WHAT TO PRODUCE: All records below must be reproduced exactly, although any pictures they contain are to be omitted.

(Data extracted from a collection)
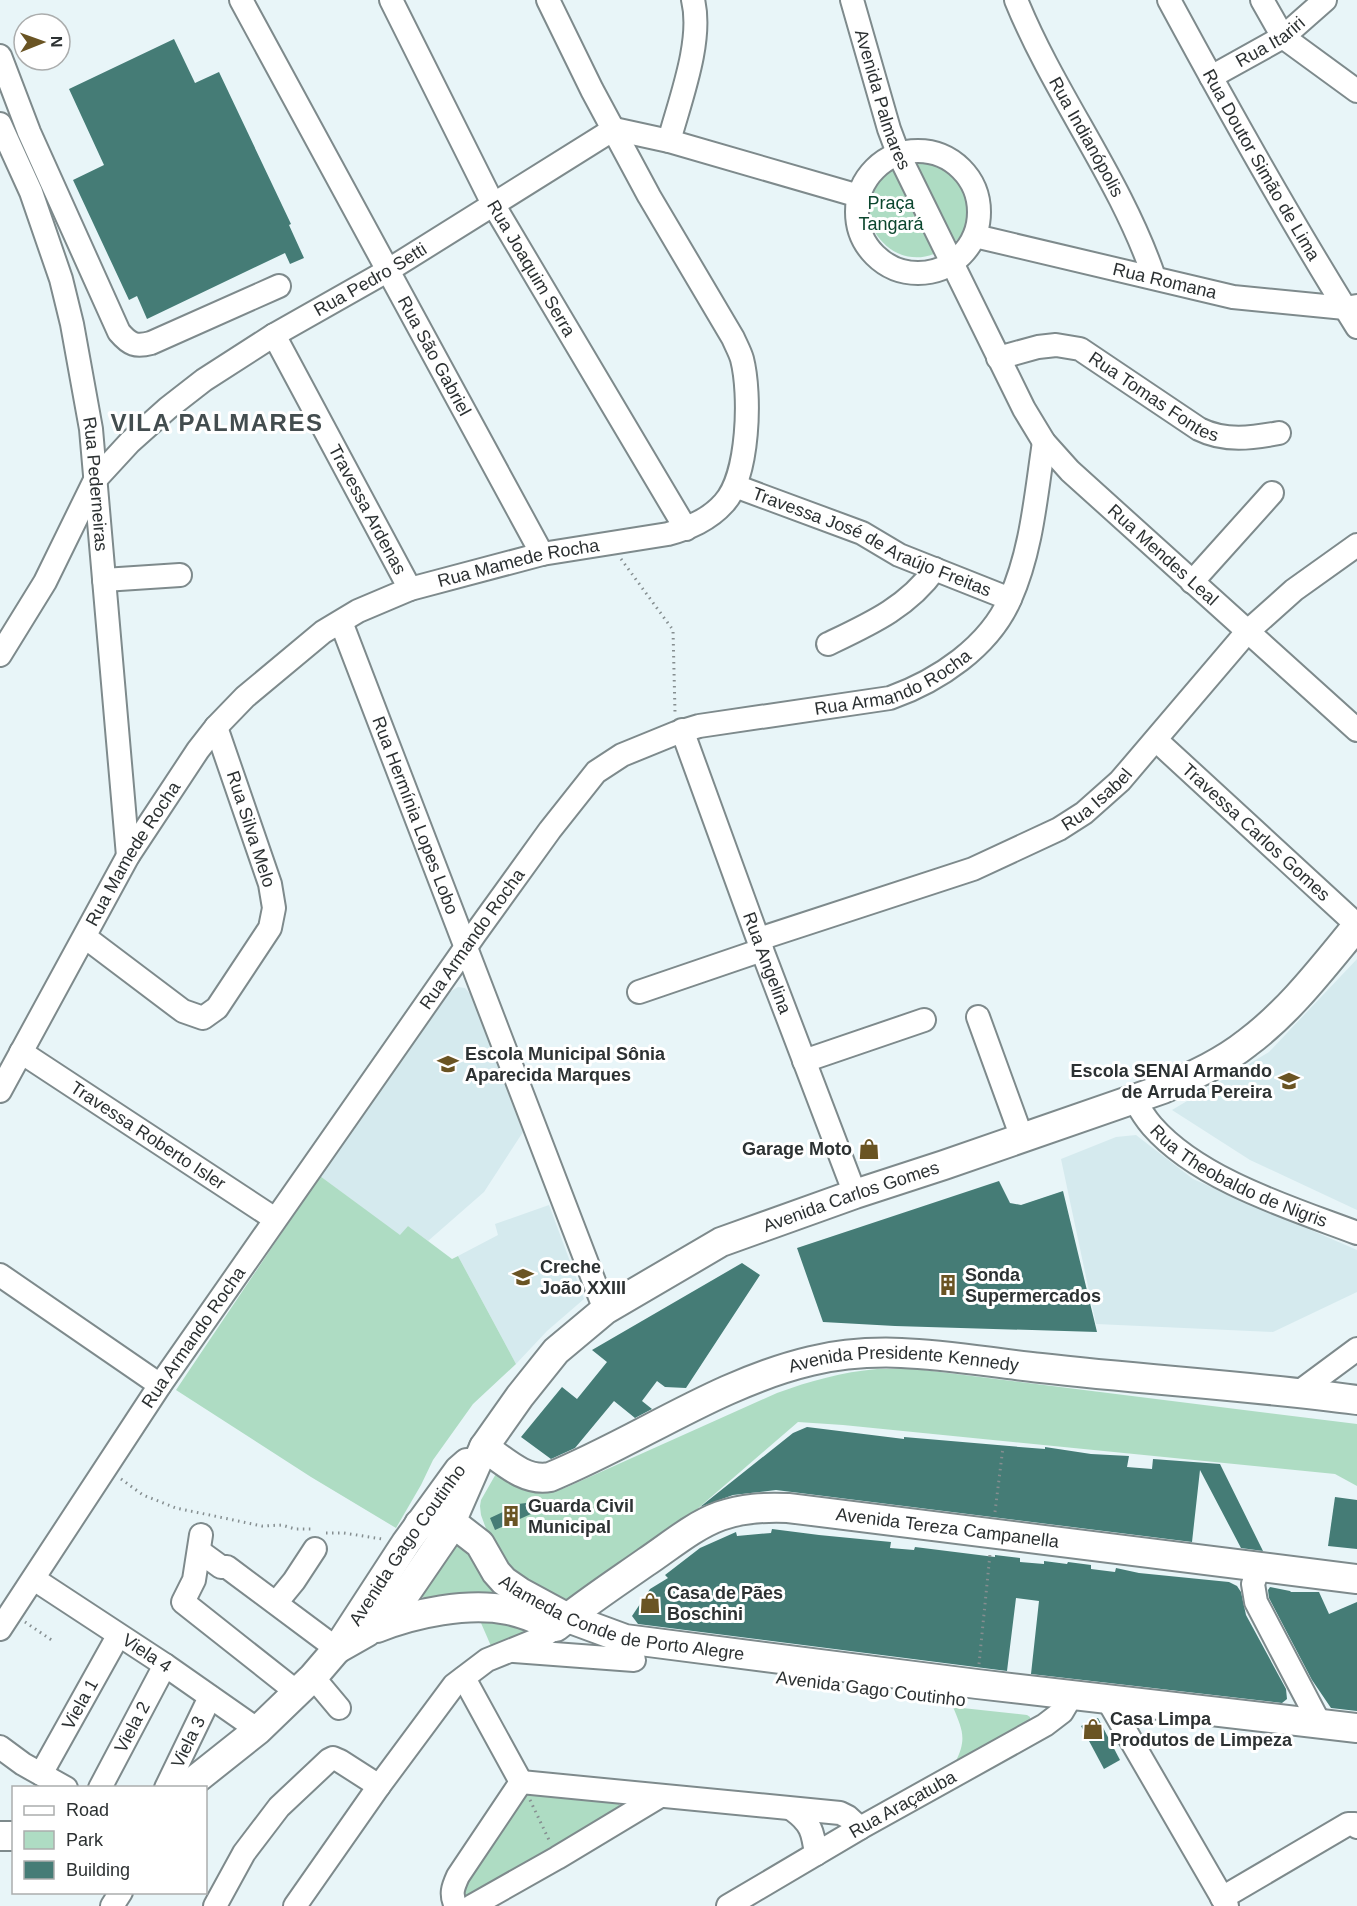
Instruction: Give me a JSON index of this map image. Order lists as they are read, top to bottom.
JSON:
{
  "streets": {
    "main road": [
      "Avenida Carlos Gomes",
      "Avenida Presidente Kennedy",
      "Avenida Tereza Campanella",
      "Avenida Gago Coutinho",
      "Alameda Conde de Porto Alegre"
    ],
    "street": [
      "Rua Itariri",
      "Avenida Palmares",
      "Rua Indianópolis",
      "Rua Doutor Simão de Lima",
      "Rua Joaquim Serra",
      "Rua Pedro Setti",
      "Rua Romana",
      "Rua São Gabriel",
      "Rua Tomas Fontes",
      "Rua Pederneiras",
      "Travessa Ardenas",
      "Travessa José de Araújo Freitas",
      "Rua Mendes Leal",
      "Rua Mamede Rocha",
      "Rua Armando Rocha",
      "Rua Isabel",
      "Rua Hermínia Lopes Lobo",
      "Rua Silva Melo",
      "Travessa Carlos Gomes",
      "Rua Angelina",
      "Travessa Roberto Isler",
      "Rua Theobaldo de Nigris",
      "Viela 4",
      "Viela 1",
      "Viela 2",
      "Viela 3",
      "Rua Araçatuba"
    ]
  },
  "crossings": [
    ["Rua Itariri", "Rua Doutor Simão de Lima"],
    ["Avenida Palmares", "Rua Tomas Fontes"],
    ["Avenida Palmares", "Rua Mendes Leal"],
    ["Rua Indianópolis", "Rua Romana"],
    ["Rua Doutor Simão de Lima", "Rua Romana"],
    ["Rua Joaquim Serra", "Rua Pedro Setti"],
    ["Rua Joaquim Serra", "Rua Mamede Rocha"],
    ["Rua Pedro Setti", "Rua São Gabriel"],
    ["Rua Pedro Setti", "Rua Pederneiras"],
    ["Rua Pedro Setti", "Travessa Ardenas"],
    ["Rua Pedro Setti", "Rua Mamede Rocha"],
    ["Rua São Gabriel", "Rua Mamede Rocha"],
    ["Rua Tomas Fontes", "Rua Mendes Leal"],
    ["Rua Pederneiras", "Rua Mamede Rocha"],
    ["Travessa Ardenas", "Rua Mamede Rocha"],
    ["Travessa José de Araújo Freitas", "Rua Mamede Rocha"],
    ["Travessa José de Araújo Freitas", "Rua Armando Rocha"],
    ["Rua Mendes Leal", "Rua Armando Rocha"],
    ["Rua Mendes Leal", "Rua Isabel"],
    ["Rua Mamede Rocha", "Rua Hermínia Lopes Lobo"],
    ["Rua Mamede Rocha", "Rua Silva Melo"],
    ["Rua Mamede Rocha", "Travessa Roberto Isler"],
    ["Rua Armando Rocha", "Rua Hermínia Lopes Lobo"],
    ["Rua Armando Rocha", "Rua Angelina"],
    ["Rua Armando Rocha", "Travessa Roberto Isler"],
    ["Rua Armando Rocha", "Viela 4"],
    ["Rua Isabel", "Travessa Carlos Gomes"],
    ["Rua Isabel", "Rua Angelina"],
    ["Rua Hermínia Lopes Lobo", "Avenida Carlos Gomes"],
    ["Travessa Carlos Gomes", "Avenida Carlos Gomes"],
    ["Rua Angelina", "Avenida Carlos Gomes"],
    ["Rua Theobaldo de Nigris", "Avenida Carlos Gomes"],
    ["Avenida Carlos Gomes", "Avenida Presidente Kennedy"],
    ["Avenida Carlos Gomes", "Avenida Gago Coutinho"],
    ["Avenida Carlos Gomes", "Alameda Conde de Porto Alegre"],
    ["Avenida Presidente Kennedy", "Avenida Gago Coutinho"],
    ["Avenida Tereza Campanella", "Avenida Gago Coutinho"],
    ["Avenida Tereza Campanella", "Alameda Conde de Porto Alegre"],
    ["Avenida Gago Coutinho", "Alameda Conde de Porto Alegre"],
    ["Avenida Gago Coutinho", "Viela 4"],
    ["Avenida Gago Coutinho", "Viela 3"],
    ["Avenida Gago Coutinho", "Rua Araçatuba"],
    ["Alameda Conde de Porto Alegre", "Rua Araçatuba"],
    ["Viela 4", "Viela 1"],
    ["Viela 4", "Viela 2"],
    ["Viela 4", "Viela 3"]
  ],
  "districts": ["VILA PALMARES"],
  "parks": ["Praça Tangará"],
  "places": {
    "school or university": ["Escola Municipal Sônia Aparecida Marques", "Escola SENAI Armando de Arruda Pereira", "Creche João XXIII"],
    "shop": ["Garage Moto", "Casa de Pães Boschini", "Casa Limpa Produtos de Limpeza"],
    "building": ["Sonda Supermercados", "Guarda Civil Municipal"]
  },
  "legend": ["Road", "Park", "Building"],
  "north": "right"
}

RESULT OF THIS EXERCISE:
Instruction: Give me a JSON index of this map image. Order lists as they are read, top to bottom.
JSON:
{
  "streets": {
    "main road": [
      "Avenida Carlos Gomes",
      "Avenida Presidente Kennedy",
      "Avenida Tereza Campanella",
      "Avenida Gago Coutinho",
      "Alameda Conde de Porto Alegre"
    ],
    "street": [
      "Rua Itariri",
      "Avenida Palmares",
      "Rua Indianópolis",
      "Rua Doutor Simão de Lima",
      "Rua Joaquim Serra",
      "Rua Pedro Setti",
      "Rua Romana",
      "Rua São Gabriel",
      "Rua Tomas Fontes",
      "Rua Pederneiras",
      "Travessa Ardenas",
      "Travessa José de Araújo Freitas",
      "Rua Mendes Leal",
      "Rua Mamede Rocha",
      "Rua Armando Rocha",
      "Rua Isabel",
      "Rua Hermínia Lopes Lobo",
      "Rua Silva Melo",
      "Travessa Carlos Gomes",
      "Rua Angelina",
      "Travessa Roberto Isler",
      "Rua Theobaldo de Nigris",
      "Viela 4",
      "Viela 1",
      "Viela 2",
      "Viela 3",
      "Rua Araçatuba"
    ]
  },
  "crossings": [
    ["Rua Itariri", "Rua Doutor Simão de Lima"],
    ["Avenida Palmares", "Rua Tomas Fontes"],
    ["Avenida Palmares", "Rua Mendes Leal"],
    ["Rua Indianópolis", "Rua Romana"],
    ["Rua Doutor Simão de Lima", "Rua Romana"],
    ["Rua Joaquim Serra", "Rua Pedro Setti"],
    ["Rua Joaquim Serra", "Rua Mamede Rocha"],
    ["Rua Pedro Setti", "Rua São Gabriel"],
    ["Rua Pedro Setti", "Rua Pederneiras"],
    ["Rua Pedro Setti", "Travessa Ardenas"],
    ["Rua Pedro Setti", "Rua Mamede Rocha"],
    ["Rua São Gabriel", "Rua Mamede Rocha"],
    ["Rua Tomas Fontes", "Rua Mendes Leal"],
    ["Rua Pederneiras", "Rua Mamede Rocha"],
    ["Travessa Ardenas", "Rua Mamede Rocha"],
    ["Travessa José de Araújo Freitas", "Rua Mamede Rocha"],
    ["Travessa José de Araújo Freitas", "Rua Armando Rocha"],
    ["Rua Mendes Leal", "Rua Armando Rocha"],
    ["Rua Mendes Leal", "Rua Isabel"],
    ["Rua Mamede Rocha", "Rua Hermínia Lopes Lobo"],
    ["Rua Mamede Rocha", "Rua Silva Melo"],
    ["Rua Mamede Rocha", "Travessa Roberto Isler"],
    ["Rua Armando Rocha", "Rua Hermínia Lopes Lobo"],
    ["Rua Armando Rocha", "Rua Angelina"],
    ["Rua Armando Rocha", "Travessa Roberto Isler"],
    ["Rua Armando Rocha", "Viela 4"],
    ["Rua Isabel", "Travessa Carlos Gomes"],
    ["Rua Isabel", "Rua Angelina"],
    ["Rua Hermínia Lopes Lobo", "Avenida Carlos Gomes"],
    ["Travessa Carlos Gomes", "Avenida Carlos Gomes"],
    ["Rua Angelina", "Avenida Carlos Gomes"],
    ["Rua Theobaldo de Nigris", "Avenida Carlos Gomes"],
    ["Avenida Carlos Gomes", "Avenida Presidente Kennedy"],
    ["Avenida Carlos Gomes", "Avenida Gago Coutinho"],
    ["Avenida Carlos Gomes", "Alameda Conde de Porto Alegre"],
    ["Avenida Presidente Kennedy", "Avenida Gago Coutinho"],
    ["Avenida Tereza Campanella", "Avenida Gago Coutinho"],
    ["Avenida Tereza Campanella", "Alameda Conde de Porto Alegre"],
    ["Avenida Gago Coutinho", "Alameda Conde de Porto Alegre"],
    ["Avenida Gago Coutinho", "Viela 4"],
    ["Avenida Gago Coutinho", "Viela 3"],
    ["Avenida Gago Coutinho", "Rua Araçatuba"],
    ["Alameda Conde de Porto Alegre", "Rua Araçatuba"],
    ["Viela 4", "Viela 1"],
    ["Viela 4", "Viela 2"],
    ["Viela 4", "Viela 3"]
  ],
  "districts": ["VILA PALMARES"],
  "parks": ["Praça Tangará"],
  "places": {
    "school or university": ["Escola Municipal Sônia Aparecida Marques", "Escola SENAI Armando de Arruda Pereira", "Creche João XXIII"],
    "shop": ["Garage Moto", "Casa de Pães Boschini", "Casa Limpa Produtos de Limpeza"],
    "building": ["Sonda Supermercados", "Guarda Civil Municipal"]
  },
  "legend": ["Road", "Park", "Building"],
  "north": "right"
}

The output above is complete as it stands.